• _Brief_: The output should be every line below that includes the word "small".

• _Provided data_:
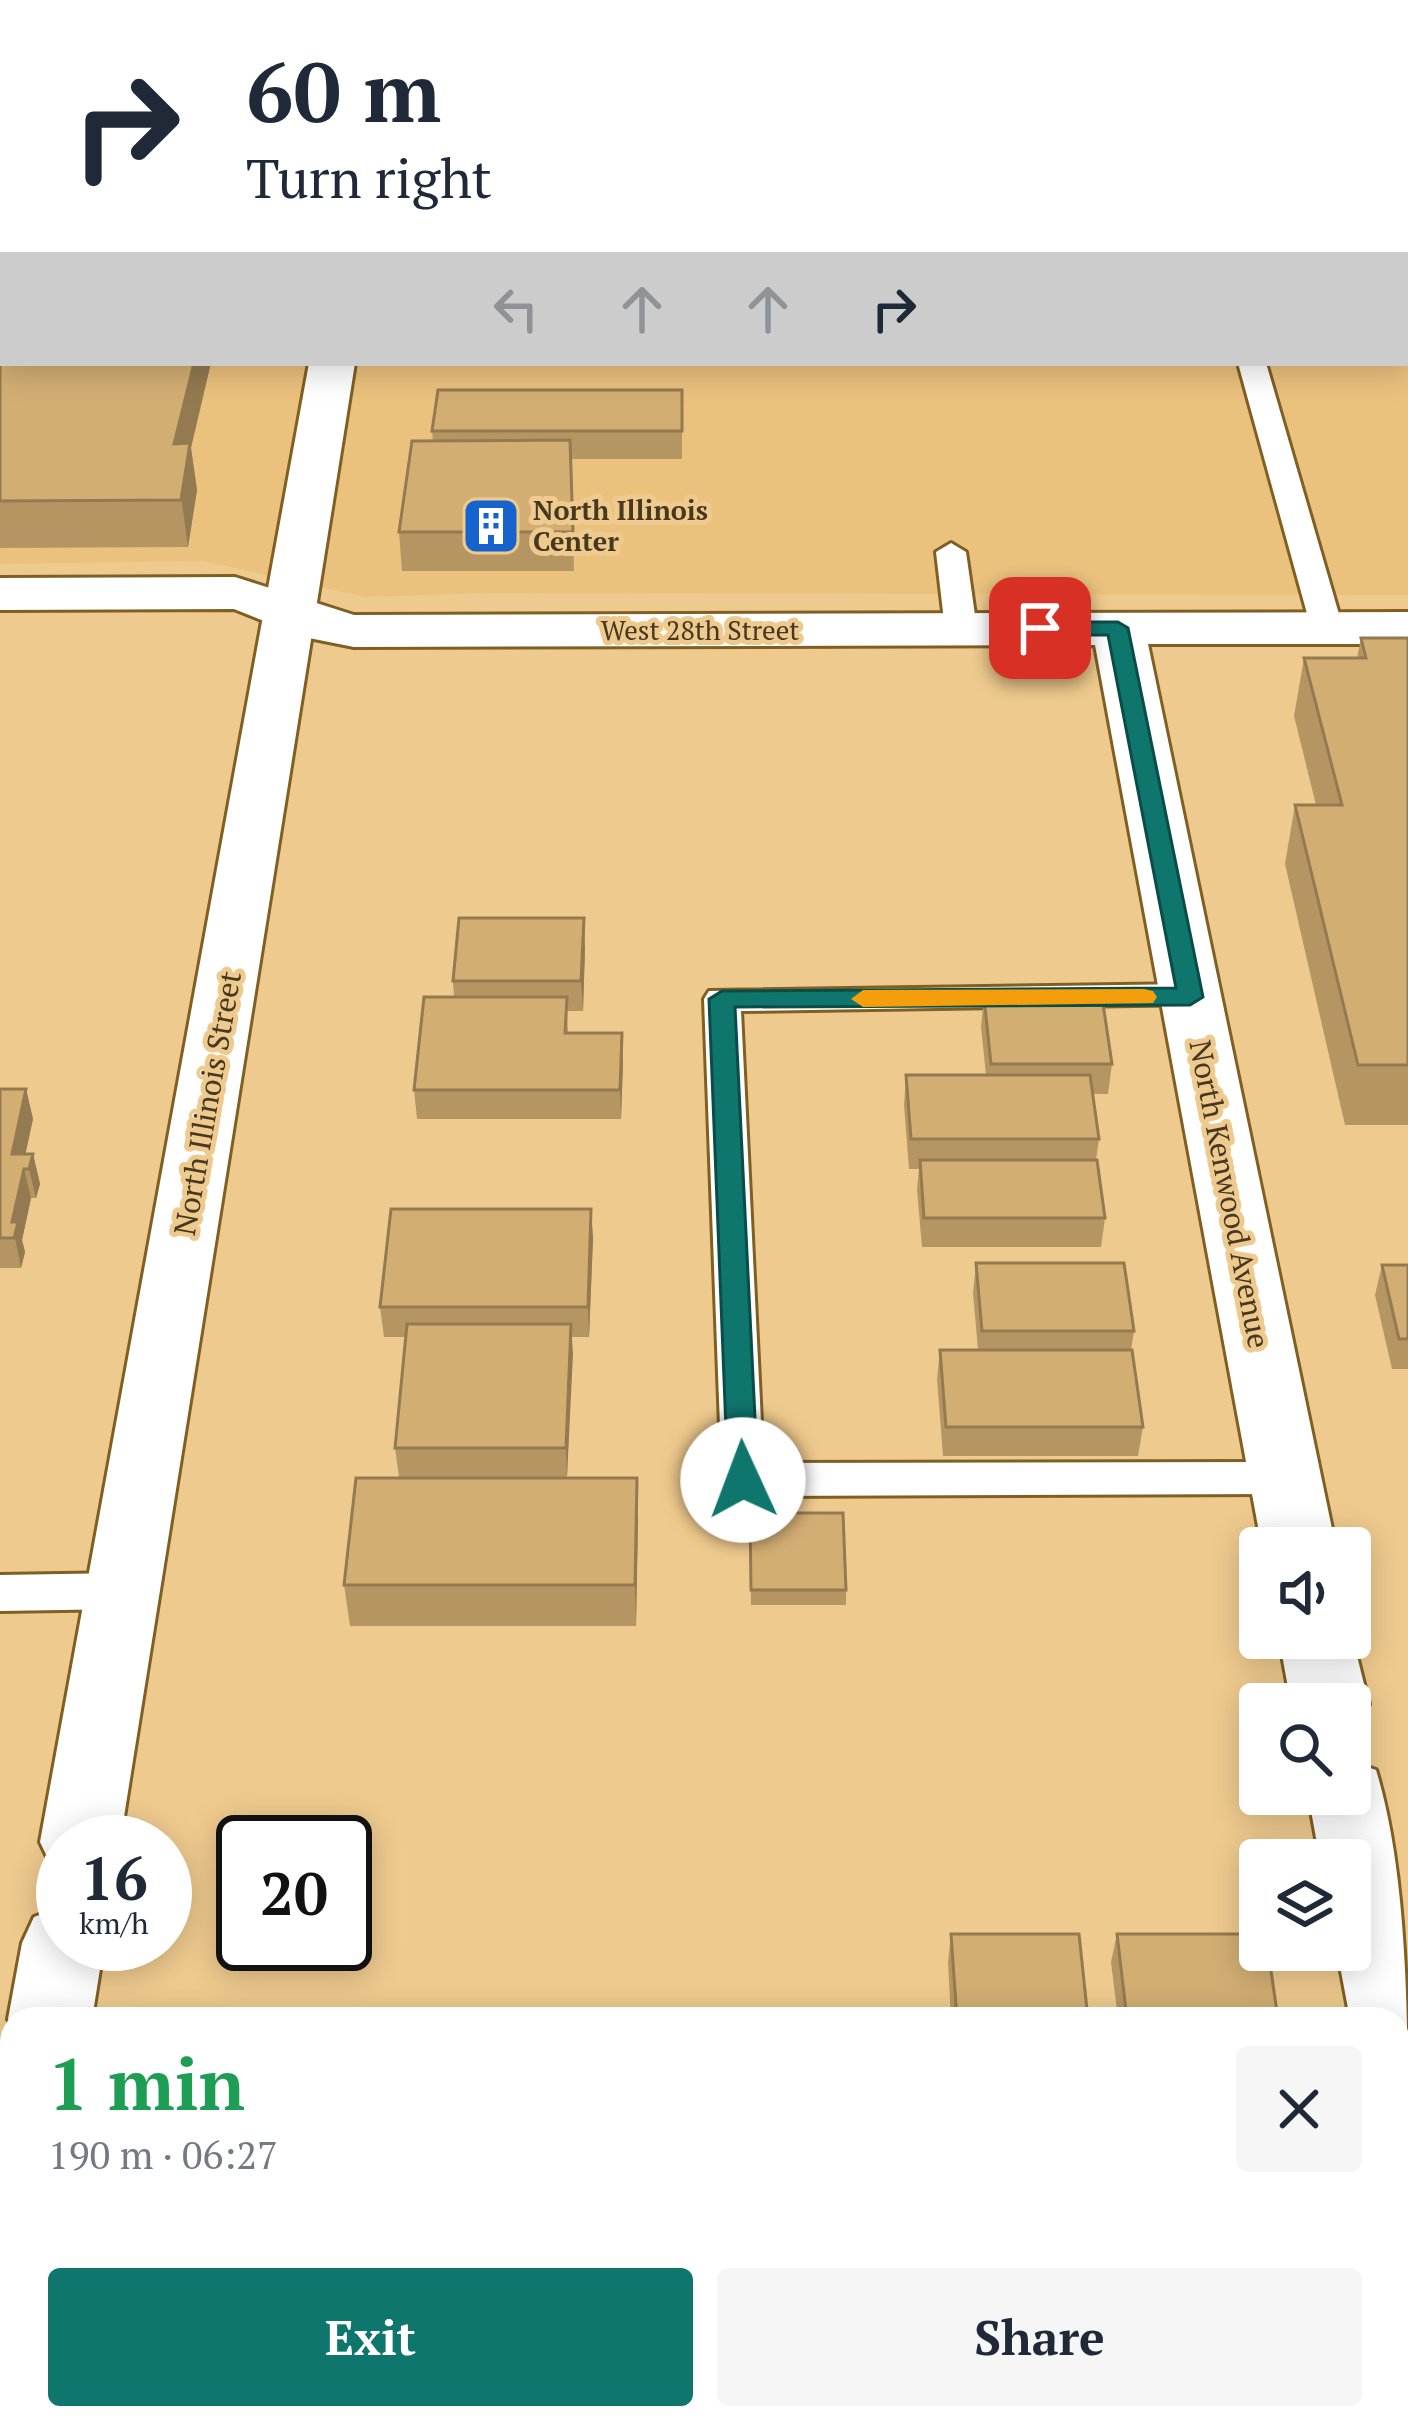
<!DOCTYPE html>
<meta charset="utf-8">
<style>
body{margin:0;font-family:"PT Serif",serif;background:#f6f6f7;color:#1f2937;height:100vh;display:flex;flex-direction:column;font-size:45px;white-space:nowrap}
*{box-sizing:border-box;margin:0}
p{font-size:39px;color:#747a83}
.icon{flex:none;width:66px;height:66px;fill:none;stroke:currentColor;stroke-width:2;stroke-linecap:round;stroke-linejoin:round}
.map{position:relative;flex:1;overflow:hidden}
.details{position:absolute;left:0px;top:2007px;width:1410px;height:423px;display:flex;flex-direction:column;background:#fff;border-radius:36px 36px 0 0;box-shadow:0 6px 30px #0003}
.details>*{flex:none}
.banner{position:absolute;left:0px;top:0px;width:1410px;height:366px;box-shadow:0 6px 30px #0003;background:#fff;color:#1f2937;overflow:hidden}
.tools{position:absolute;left:1239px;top:1527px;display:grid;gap:24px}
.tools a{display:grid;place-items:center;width:132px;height:132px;border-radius:12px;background:#fff;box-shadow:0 6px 30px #0003;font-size:60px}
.speed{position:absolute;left:36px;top:1815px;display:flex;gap:24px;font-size:60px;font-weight:700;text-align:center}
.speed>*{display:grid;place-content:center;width:156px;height:156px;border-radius:50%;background:#fff;box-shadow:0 6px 30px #0003;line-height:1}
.speed small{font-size:30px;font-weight:400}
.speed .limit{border:6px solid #111;border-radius:18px;background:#fff;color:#111}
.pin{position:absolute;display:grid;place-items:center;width:102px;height:102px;color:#fff;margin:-51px;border-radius:24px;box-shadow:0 6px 18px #0006}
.me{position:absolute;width:132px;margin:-66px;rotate:358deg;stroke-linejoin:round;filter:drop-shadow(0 0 9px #0008)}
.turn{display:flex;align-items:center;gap:42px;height:252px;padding:0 48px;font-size:54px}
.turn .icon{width:156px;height:156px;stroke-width:2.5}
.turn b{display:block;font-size:84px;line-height:102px}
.lanes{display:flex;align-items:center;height:114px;padding:0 48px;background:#0003;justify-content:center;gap:60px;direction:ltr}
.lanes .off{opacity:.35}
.round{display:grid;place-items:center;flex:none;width:126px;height:126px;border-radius:12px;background:#f6f6f7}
.overview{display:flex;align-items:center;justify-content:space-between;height:204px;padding:0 48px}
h1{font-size:72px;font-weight:800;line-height:90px;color:#1e9e55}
.primary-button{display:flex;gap:24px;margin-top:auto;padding:24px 48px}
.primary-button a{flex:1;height:138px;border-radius:12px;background:#0f766e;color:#fff;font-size:48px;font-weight:800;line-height:138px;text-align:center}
.primary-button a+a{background:#f6f6f7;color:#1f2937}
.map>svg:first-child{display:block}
.built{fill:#ebc17e;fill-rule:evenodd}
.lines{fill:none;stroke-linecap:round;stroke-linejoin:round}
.service-casing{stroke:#805f23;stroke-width:6}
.minor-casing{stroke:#805f23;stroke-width:6}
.secondary-casing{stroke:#805f23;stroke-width:6}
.service{fill:#fff;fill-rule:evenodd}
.minor{fill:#fff;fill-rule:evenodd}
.secondary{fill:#fff;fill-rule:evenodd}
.wall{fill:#b59663}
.shaded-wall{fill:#947a50}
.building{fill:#d3ae73;stroke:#947a50;stroke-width:3}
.route{fill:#0f766e;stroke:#0a4d48;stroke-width:3}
.slow{fill:#f59e0b}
.labels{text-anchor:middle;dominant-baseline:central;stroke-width:10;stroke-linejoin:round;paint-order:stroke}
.far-poi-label{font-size:27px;font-weight:bold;fill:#473820;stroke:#efca8e;text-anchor:start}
.far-street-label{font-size:27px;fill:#473820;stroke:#efca8e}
.street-label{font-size:30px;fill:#473820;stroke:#efca8e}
</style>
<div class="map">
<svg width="1408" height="2428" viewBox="0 0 1408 2428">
<rect width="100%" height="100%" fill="#efca8e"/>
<path class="built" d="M0,0H1408V595L486,593L365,597L204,561L0,564ZM3,3H1407V363H3Z"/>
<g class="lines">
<g class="service-casing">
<path id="service" d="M610,0H632V3H610Z
M715,0H737L738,3H716Z
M831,0H853L854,3H832Z
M946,0H968V3H946Z
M1054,0H1076L1077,3H1055Z
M1134,0H1156L1157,3H1135Z
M1238,363H1266L1343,628L1338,635L1327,637L1311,628Z
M951,543L966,552L977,629L961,638L945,629L936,552Z
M1190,984L1203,988L1208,996L1203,1004L741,1011L763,1463L1286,1462L1301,1466L1307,1478L1301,1490L1286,1494L743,1496L728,1492L722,1480L704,999L709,991Z
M123,1573L139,1579L145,1591L139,1603L123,1609L0,1611V1575Z"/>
</g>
<g class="minor-casing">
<path id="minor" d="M1407,141H1408V165H1407Z
M235,577L354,615L1408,612V644H1148L1336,1548H1262L1095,645L354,647L304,637L234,609L0,610V578Z
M1350,1628L1369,1704L1357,1727L1350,1729V1704H1291L1279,1638H1350Z
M1350,1761L1376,1770C1408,1874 1408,2025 1408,2139L1398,2135V2019H1350L1337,1950H1350V1860H1320L1308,1794H1350Z"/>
</g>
<g class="secondary-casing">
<path id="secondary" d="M309,363H355L120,1842H63V1871L52,1867L40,1842Z
M63,1906V1944H104L92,2019H12V2028L8,2019L22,1943L34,1917Z
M12,2198V2350L0,2355V2203Z
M1408,2210V2296L1398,2297V2211Z"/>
</g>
<use href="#service" class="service"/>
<use href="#minor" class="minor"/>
<use href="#secondary" class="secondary"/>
</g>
<path class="wall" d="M0,150L191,448L197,490L188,547L0,548Z
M682,390V459H571L574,571H402L399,532L433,441L432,431Z
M1361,638H1408V1125H1345L1285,864L1295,805H1316L1294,716L1304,658H1357Z
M585,948L583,1011H567L568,1033L623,1063L621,1119H417L414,1090L454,997L453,981Z
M984,997L1112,1064L1108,1094H1093L1099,1139L1096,1160L1105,1218L1101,1247H922L917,1190L919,1169H909L904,1105L906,1075H986L981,1027Z
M0,1089H26L33,1119L25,1154H33L40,1184L36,1198H31L22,1240L25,1252L21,1268H0Z
M591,1209L593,1239L589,1337H572L567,1477H399L395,1448L406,1337H384L380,1307Z
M976,1263L1134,1331L1131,1350L1143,1427L1138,1456H943L937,1379L940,1350H978L973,1293Z
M1382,1265H1408V1369H1392L1375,1295Z
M750,1513L846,1590V1605H751Z
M638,1519L636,1626H350L344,1585Z
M951,1934L1088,2019H951L948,1962Z
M1117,1934L1278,2019H1118L1111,1962Z"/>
<path class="shaded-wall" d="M194,363H211L191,448L197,490L188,547L174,444Z
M584,918L585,948L583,1011L581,981Z
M622,1033L623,1063L621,1119L620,1090Z
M26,1089L33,1119L19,1184L12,1154Z
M33,1154L40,1184L36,1198L29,1169Z
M24,1169L31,1198L22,1240L25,1252L21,1268L12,1222Z
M591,1209L593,1239L589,1337L588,1307Z
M571,1324L573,1354L567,1477L566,1448Z
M637,1478L638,1519L636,1626L635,1585Z"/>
<path class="building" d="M0,150H3V363H194L174,444L190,443L181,500L0,501Z
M438,390H682V431H432Z
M570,440L573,532H399L412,441Z
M1361,638H1408V1065H1358L1295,805H1342L1304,658H1366Z
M459,918H584L581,981H453Z
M424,997H567L565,1033H622L620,1090H414Z
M984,997H1102L1112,1064H991Z
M906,1075H1090L1099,1139H911Z
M0,1089H26L12,1154H33L29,1169H24L12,1222H18L14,1238H0Z
M920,1160H1097L1105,1218H924Z
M391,1209H591L588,1307H380Z
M976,1263H1124L1134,1331H982Z
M1382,1265H1408V1339H1399Z
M407,1324H571L566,1448H395Z
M940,1350H1132L1143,1427H946Z
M356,1478H637L635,1585H344Z
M750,1513H843L846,1590H751Z
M951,1934H1079L1088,2019H957Z
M1117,1934H1260V1950H1268L1278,2019H1127Z"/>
<path class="route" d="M1118,622L1128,628L1203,997L1190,1005L735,1007L758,1480L754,1488H733L728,1480L709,999L722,991L1176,988L1108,635H1040L1029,628L1040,622Z"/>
<path class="slow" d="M1144,989L1153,991L1157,997L1153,1003L863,1007L851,999L863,990Z"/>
<defs>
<g id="building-square" transform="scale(3)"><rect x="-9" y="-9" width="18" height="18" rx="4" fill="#1663cd" stroke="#efca8e"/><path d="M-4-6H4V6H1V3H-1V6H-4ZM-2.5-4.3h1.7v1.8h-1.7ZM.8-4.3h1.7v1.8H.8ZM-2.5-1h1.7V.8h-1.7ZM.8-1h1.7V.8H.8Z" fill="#fff"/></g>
</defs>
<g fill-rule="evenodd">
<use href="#building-square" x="491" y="526"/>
</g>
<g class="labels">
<g class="far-poi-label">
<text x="533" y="510">North Illinois<tspan x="533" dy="31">Center</tspan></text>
</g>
<g class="far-street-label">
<text x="700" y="630">West 28th Street</text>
</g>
<g class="street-label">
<text transform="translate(207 1103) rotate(-80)">North Illinois Street</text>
<text transform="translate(1230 1194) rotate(79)">North Kenwood Avenue</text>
</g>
</g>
</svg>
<div class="tools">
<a><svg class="icon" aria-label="sound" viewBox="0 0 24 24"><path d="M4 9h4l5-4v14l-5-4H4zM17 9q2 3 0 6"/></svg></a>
<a><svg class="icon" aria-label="search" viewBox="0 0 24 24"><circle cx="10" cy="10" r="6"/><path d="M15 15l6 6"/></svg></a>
<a><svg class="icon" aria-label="layers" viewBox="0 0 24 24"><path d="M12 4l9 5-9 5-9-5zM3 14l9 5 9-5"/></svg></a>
</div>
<div class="speed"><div>16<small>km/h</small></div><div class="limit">20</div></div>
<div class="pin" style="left:1040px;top:628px;background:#d93025"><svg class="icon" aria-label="arrive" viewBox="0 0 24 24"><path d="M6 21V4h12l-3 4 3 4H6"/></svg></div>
<svg class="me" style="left:743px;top:1480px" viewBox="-20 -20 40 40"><circle r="19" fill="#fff"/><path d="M0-13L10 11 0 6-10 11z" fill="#0f766e"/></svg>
<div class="banner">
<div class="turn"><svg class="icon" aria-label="right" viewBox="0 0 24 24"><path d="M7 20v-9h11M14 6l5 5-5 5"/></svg><div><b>60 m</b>Turn right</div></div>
<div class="lanes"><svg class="icon off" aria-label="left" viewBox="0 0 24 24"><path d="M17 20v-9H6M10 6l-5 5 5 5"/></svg><svg class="icon off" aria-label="ahead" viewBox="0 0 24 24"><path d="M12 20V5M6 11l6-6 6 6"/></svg><svg class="icon off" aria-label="ahead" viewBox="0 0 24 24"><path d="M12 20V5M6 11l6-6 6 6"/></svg><svg class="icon" aria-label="right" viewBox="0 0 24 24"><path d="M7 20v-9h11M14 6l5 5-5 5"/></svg></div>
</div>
<section class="details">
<div class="overview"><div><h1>1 min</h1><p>190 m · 06:27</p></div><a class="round"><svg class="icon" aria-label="close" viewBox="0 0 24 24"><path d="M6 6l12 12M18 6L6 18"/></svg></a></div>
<div class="primary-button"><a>Exit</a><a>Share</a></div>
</section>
</div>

• _Reply_:
.speed small{font-size:30px;font-weight:400}
<div class="speed"><div>16<small>km/h</small></div><div class="limit">20</div></div>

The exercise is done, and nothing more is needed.